The FDA on May 1, 2026 approved vepdegestrant (VEPPANU, Arvinas) for adults with estrogen receptor (ER)-positive, HER2-negative, ESR1-mutated advanced or metastatic breast cancer whose disease has progressed after at least one line of endocrine therapy. The clearance is notable for the molecule, not just the indication: vepdegestrant is an oral proteolysis-targeting chimera (PROTAC), a heterobifunctional agent that recruits the cell’s own ubiquitin-proteasome machinery to destroy the estrogen receptor rather than merely block it. It is the first drug of this class to reach the U.S. market. Alongside it, the FDA approved the Guardant360 CDx as a companion diagnostic to identify ESR1-mutated tumors.
What the trial actually showed
Approval rested on VERITAC-2 (NCT05654623), a phase 3, open-label, randomized trial reported in The New England Journal of Medicine. It enrolled 624 patients who had received one prior line of a CDK4/6 inhibitor plus endocrine therapy, and up to one additional line of endocrine therapy; they were randomized 1:1 to vepdegestrant 200 mg orally once daily or fulvestrant 500 mg intramuscularly. The primary endpoint was progression-free survival (PFS) by blinded independent central review, tested in both the ESR1-mutated subgroup and the full population.
Among the 270 patients with ESR1 mutations, median PFS was 5.0 months (95% CI, 3.7 to 7.4) with vepdegestrant versus 2.1 months (95% CI, 1.9 to 3.5) with fulvestrant — a hazard ratio of 0.58 (95% CI, 0.43 to 0.78; P<0.001).
In the full randomized population, the benefit did not hold: median PFS was 3.8 versus 3.6 months (HR 0.83; 95% CI, 0.69 to 1.01; P=0.07).

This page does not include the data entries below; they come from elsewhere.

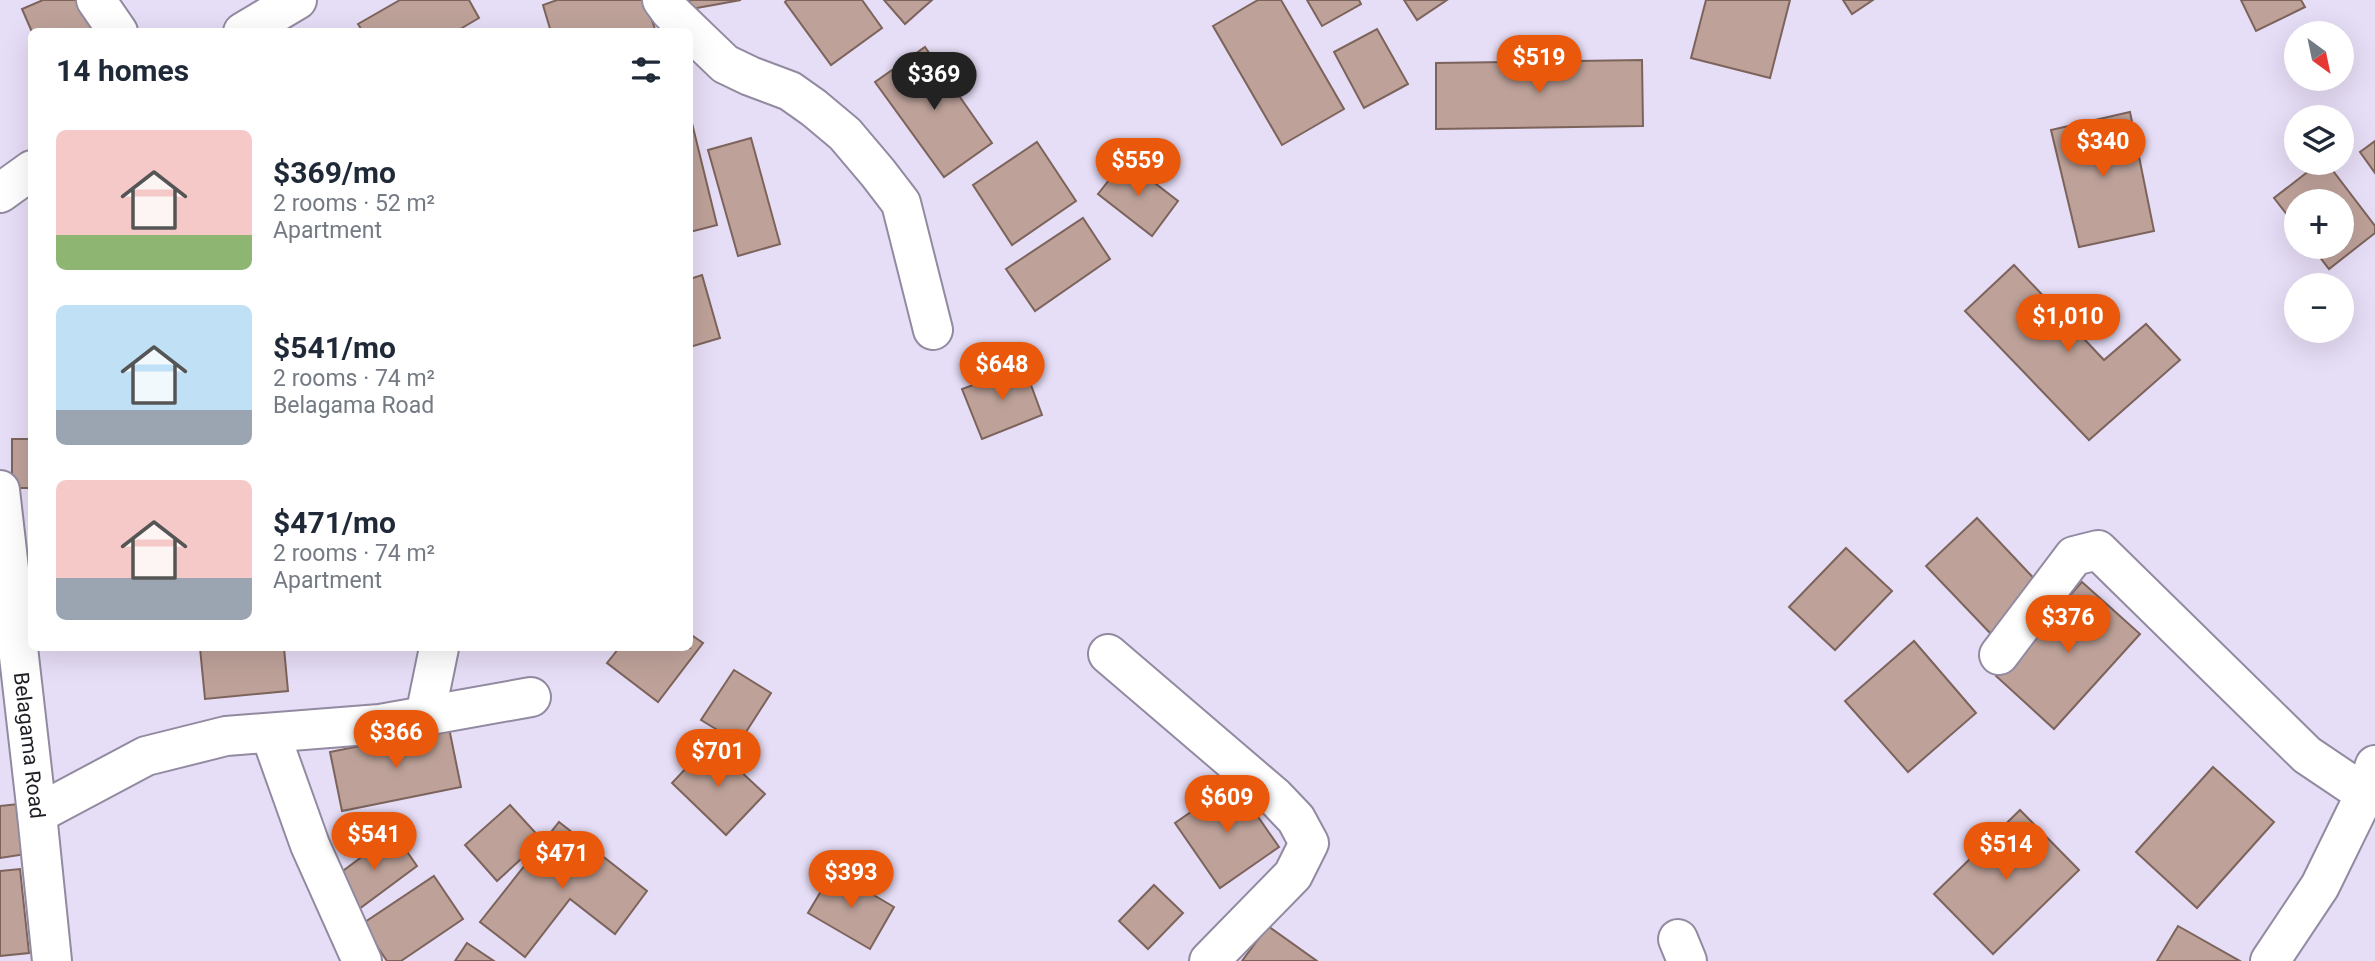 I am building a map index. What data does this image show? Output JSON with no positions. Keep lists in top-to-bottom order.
{
  "streets": {
    "street": ["Belagama Road"]
  },
  "north": "bottom right",
  "page": {
    "map_buttons": ["+", "−"],
    "heading": "14 homes",
    "price": [
      "$519",
      "$369",
      "$340",
      "$559",
      "$1,010",
      "$648",
      "$376",
      "$366",
      "$701",
      "$609",
      "$541",
      "$514",
      "$471",
      "$393"
    ],
    "list": [
      {
        "name": "$369/mo",
        "note": "2 rooms · 52 m² · Apartment"
      },
      {
        "name": "$541/mo",
        "note": "2 rooms · 74 m² · Belagama Road"
      },
      {
        "name": "$471/mo",
        "note": "2 rooms · 74 m² · Apartment"
      }
    ]
  }
}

That split — a clear win in the biomarker-defined subgroup, a miss overall — is precisely why the label is restricted to ESR1-mutated disease and why the companion diagnostic matters. ESR1 mutations are an acquired resistance mechanism to prior endocrine therapy, and they are the setting where a degrader’s mechanism is most plausibly advantaged. (The FDA’s own review reported a marginally different subgroup figure for the same data — HR 0.57; 95% CI, 0.42 to 0.77; P=0.0001 — versus the NEJM publication’s HR of 0.58. The figures cited above follow the peer-reviewed NEJM report; the small discrepancy reflects the FDA regulatory dataset.)
Safety: not a benign drug
In the trial, 23.4% of vepdegestrant-treated patients had a grade 3 or higher adverse event versus 17.6% of fulvestrant-treated patients; adverse events led to discontinuation in 2.9% of the vepdegestrant arm versus 0.7% of the fulvestrant arm. Most events were low grade. Per the prescribing information, the most common adverse reactions (≥10%) included fatigue, musculoskeletal pain, nausea, decreased appetite, and laboratory abnormalities — elevated AST and ALT, anemia (decreased hemoglobin), and neutropenia (decreased neutrophils) — so the harms picture is broader than the single grade 3-or-higher aggregate.

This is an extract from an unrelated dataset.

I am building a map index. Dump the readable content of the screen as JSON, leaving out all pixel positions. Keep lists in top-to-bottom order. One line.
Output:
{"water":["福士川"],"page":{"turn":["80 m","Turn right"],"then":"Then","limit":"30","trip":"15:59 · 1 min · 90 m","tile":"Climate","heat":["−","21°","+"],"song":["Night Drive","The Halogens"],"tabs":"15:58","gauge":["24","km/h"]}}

Two label warnings are clinically material. First, QTc interval prolongation: the prescribing information warns that vepdegestrant can prolong the QT (QTc) interval, which can lead to life-threatening arrhythmia, and advises serial ECG monitoring — an ECG before starting treatment and again roughly four weeks after initiation, with correction of hypokalemia and hypomagnesemia before and during treatment; the label directs clinicians not to start the drug in patients with a QTc above 470 msec. Second, embryo-fetal toxicity: based on animal data and its mechanism, vepdegestrant can cause fetal harm and must not be used in pregnancy. Because breast cancer also affects premenopausal women, this matters in practice: the label advises females of reproductive potential to use effective non-hormonal contraception during treatment and for at least 2 weeks after the final dose.

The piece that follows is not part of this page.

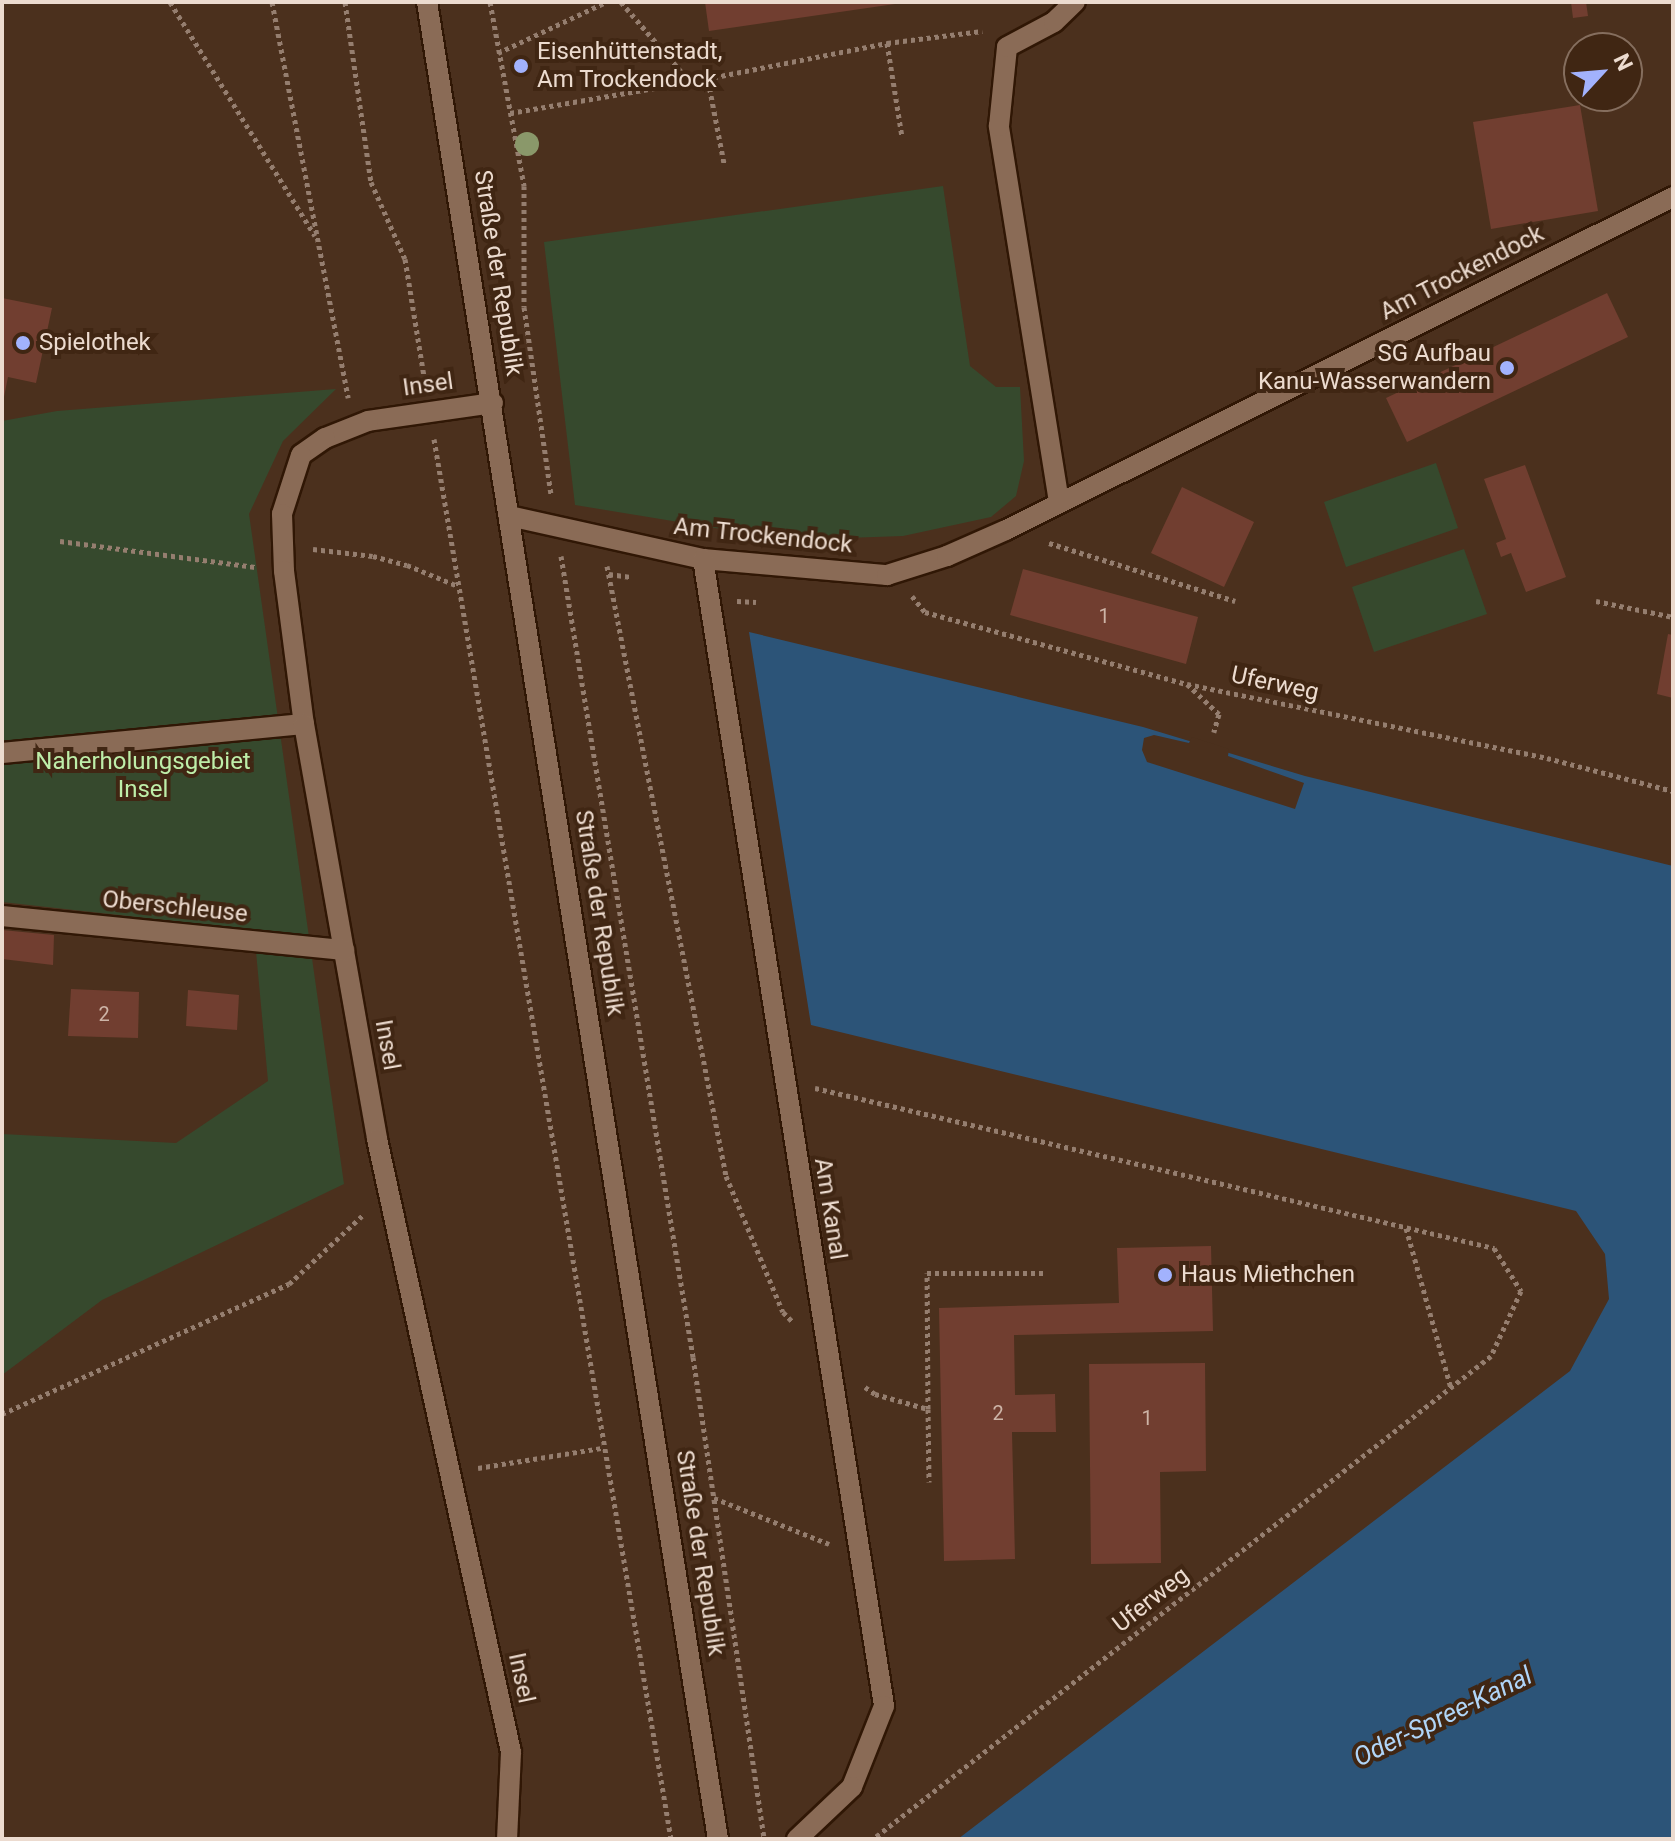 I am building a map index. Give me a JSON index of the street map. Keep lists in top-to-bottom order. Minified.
{"streets":{"street":["Straße der Republik","Am Trockendock","Insel","Oberschleuse","Am Kanal"],"path":["Uferweg"]},"crossings":[["Straße der Republik","Am Trockendock"],["Straße der Republik","Insel"],["Am Trockendock","Uferweg"],["Am Trockendock","Am Kanal"],["Insel","Oberschleuse"],["Uferweg","Am Kanal"]],"water":["Oder-Spree-Kanal"],"parks":["Naherholungsgebiet Insel"],"places":["Eisenhüttenstadt, Am Trockendock","Spielothek","SG Aufbau Kanu-Wasserwandern","Haus Miethchen"],"house_numbers":["1","2","2","1"],"north":"top right"}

The trial was funded by Pfizer and Arvinas.
The result validates targeted protein degradation as a clinical strategy. It does not yet show a survival advantage, and the effect size in absolute terms — under three months of additional median PFS in the ESR1-mutated subgroup — is modest. Overall survival data were immature at the primary analysis.